ROBoto2: An Interactive System and Dataset for LLM-assisted Clinical Trial Risk of Bias Assessment

TL;DR

ROBOTO2 introduces an open-source, web-based platform that couples PDF preprocessing, retrieval-augmented LLM prompting, and human-in-the-loop review to support ROB2 risk-of-bias assessment of clinical trials. It provides a practical workflow for signaling-question answering, evidence retrieval, and domain/overall risk judgments, while releasing a 521-trial pediatric dataset with 8954 signaling questions and 1202 evidence passages. The authors benchmark four LLMs and analyze retrieval strategies, highlighting that current models remain conservative and struggle with fully automated ROB2 judgments, underscoring the continued need for human validation. The work delivers both a usable tool for researchers and a valuable benchmark for advancing LL-assisted systematic reviews in pediatric research, with implications for reproducibility and efficiency in evidence synthesis.

Abstract

We present ROBOTO2, an open-source, web-based platform for large language model (LLM)-assisted risk of bias (ROB) assessment of clinical trials. ROBOTO2 streamlines the traditionally labor-intensive ROB v2 (ROB2) annotation process via an interactive interface that combines PDF parsing, retrieval-augmented LLM prompting, and human-in-the-loop review.
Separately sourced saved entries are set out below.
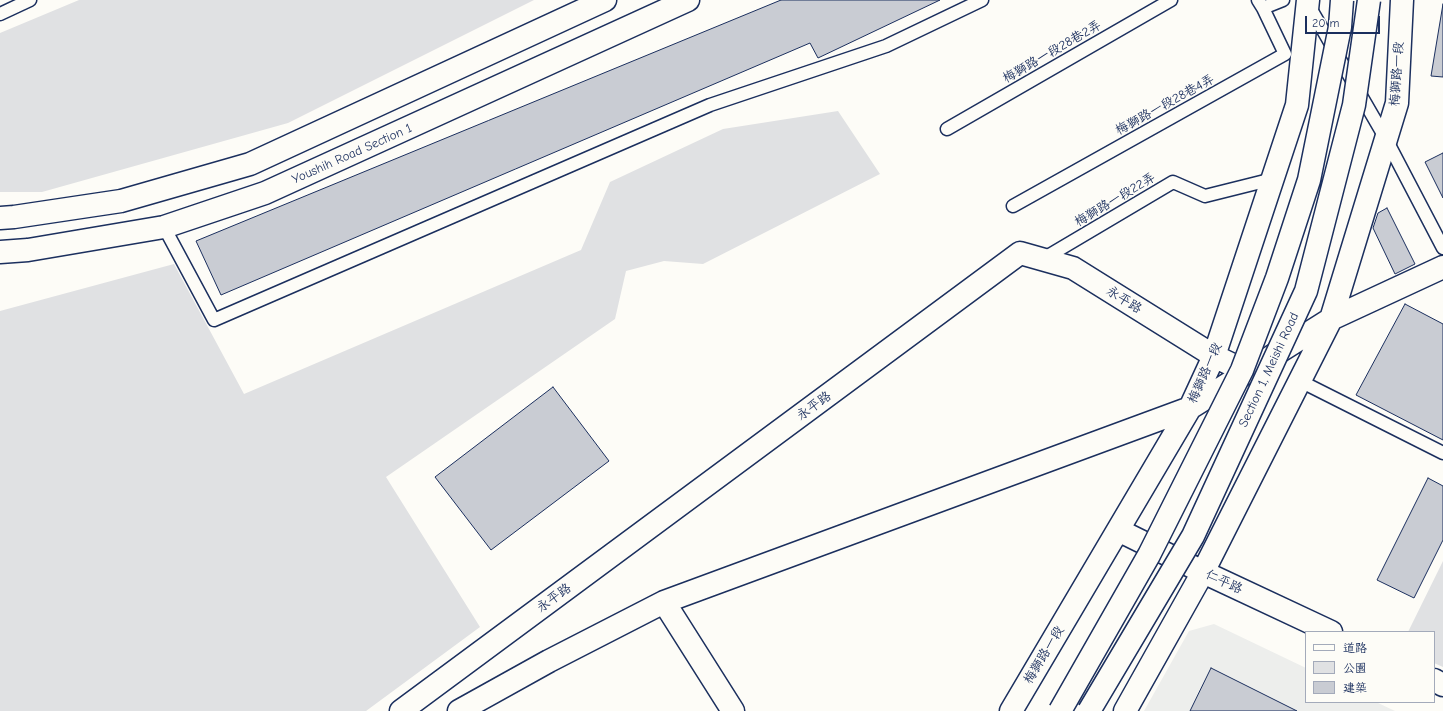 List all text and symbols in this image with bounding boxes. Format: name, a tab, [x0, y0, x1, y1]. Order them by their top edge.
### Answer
scale bar	[1307, 8, 1382, 34]
text: 20 m	[1312, 16, 1340, 30]
street label: 梅獅路一段28巷2弄	[1000, 17, 1104, 87]
street label: 梅獅路一段	[1387, 41, 1407, 107]
street label: 梅獅路一段28巷4弄	[1113, 71, 1217, 139]
street label: Youshih Road Section 1	[290, 120, 414, 188]
street label: 梅獅路一段22弄	[1072, 170, 1158, 230]
street label: 永平路	[1103, 283, 1145, 317]
street label: Section 1, Meishi Road	[1236, 310, 1302, 430]
street label: 梅獅路一段	[1185, 340, 1225, 406]
street label: 永平路	[794, 388, 834, 424]
street label: 仁平路	[1203, 567, 1245, 597]
street label: 永平路	[534, 580, 574, 616]
street label: 梅獅路一段	[1021, 623, 1067, 687]
legend	[1305, 631, 1435, 703]
text: 道路	[1343, 641, 1367, 655]
text: 公園	[1343, 661, 1367, 675]
text: 建築	[1343, 681, 1367, 695]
Users can upload clinical trial reports, receive preliminary answers and supporting evidence for ROB2 signaling questions, and provide real-time feedback or corrections to system suggestions. ROBOTO2 is publicly available at https://roboto2.vercel.app/, with code and data released to foster reproducibility and adoption. We construct and release a dataset of 521 pediatric clinical trial reports (8954 signaling questions with 1202 evidence passages), annotated using both manually and LLM-assisted methods, serving as a benchmark and enabling future research. Using this dataset, we benchmark ROB2 performance for 4 LLMs and provide an analysis into current model capabilities and ongoing challenges in automating this critical aspect of systematic review.

Paper Structure

This paper contains 36 sections, 4 figures, 8 tables.

Figures (4)

  • Figure 1: ROBoto2 system pipeline. Given a clinical trial PDF as input, ROBoto2 first preprocesses the document to extract and embed paragraphs. Then, a QA module iterates through all of the questions of the ROB2 assessment to identify evidence passages and prompt GPT3.5 to answer the question based on the retrieved evidence.
  • Figure 2: Screenshot of ROBoto2 assisting with a question from Domain 2. The user can modify the model-provided answer and explanation and rate reference paragraphs.
  • Figure 3: Flowchart for how answers to signaling questions contribute to a domain-level judgment for Domain 4 in the ROB2 tool. Reproduced from https://sites.google.com/site/riskofbiastool/welcome/rob-2-0-tool.
  • Figure 4: Stacked bar chart showcasing the aggregate true positive (TP) classifications versus false positive/negative (FP/FN) errors made by each model. FPs and FNs are each broken down into two classes, where class 1 (lighter color) are milder errors than class 2 (darker color) (e.g., misclassifying NI and N/PN or Y/PY is less severe than misclassifying N/PN as Y/PY or vice versa). Counts less than 3 have their numbers hidden for chart readability, and full counts are available in Table \ref{['tab:model-comparison']}.